### Work required
Your reply should hold only the lines from the records below where "Drive" occurs.
=== Begin Enclosure ===
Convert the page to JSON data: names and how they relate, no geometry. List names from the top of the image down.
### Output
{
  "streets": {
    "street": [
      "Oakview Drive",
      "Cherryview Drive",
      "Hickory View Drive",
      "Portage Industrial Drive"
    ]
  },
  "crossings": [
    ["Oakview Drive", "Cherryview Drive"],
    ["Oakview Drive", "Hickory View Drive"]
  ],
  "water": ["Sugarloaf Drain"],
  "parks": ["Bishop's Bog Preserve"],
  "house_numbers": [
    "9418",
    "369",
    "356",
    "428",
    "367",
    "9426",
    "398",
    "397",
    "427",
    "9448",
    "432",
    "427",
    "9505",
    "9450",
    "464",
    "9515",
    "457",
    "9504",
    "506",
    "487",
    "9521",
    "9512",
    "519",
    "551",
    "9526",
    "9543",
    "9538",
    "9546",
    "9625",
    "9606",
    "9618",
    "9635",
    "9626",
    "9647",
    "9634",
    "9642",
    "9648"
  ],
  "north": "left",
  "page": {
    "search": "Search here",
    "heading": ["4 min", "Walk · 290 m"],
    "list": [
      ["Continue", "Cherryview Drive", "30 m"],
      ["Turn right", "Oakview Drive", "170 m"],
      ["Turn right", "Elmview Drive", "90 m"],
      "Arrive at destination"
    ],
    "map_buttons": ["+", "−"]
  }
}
=== End Enclosure ===
### Solution to this exercise
      "Oakview Drive",
      "Cherryview Drive",
      "Hickory View Drive",
      "Portage Industrial Drive"
    ["Oakview Drive", "Cherryview Drive"],
    ["Oakview Drive", "Hickory View Drive"]
      ["Continue", "Cherryview Drive", "30 m"],
      ["Turn right", "Oakview Drive", "170 m"],
      ["Turn right", "Elmview Drive", "90 m"],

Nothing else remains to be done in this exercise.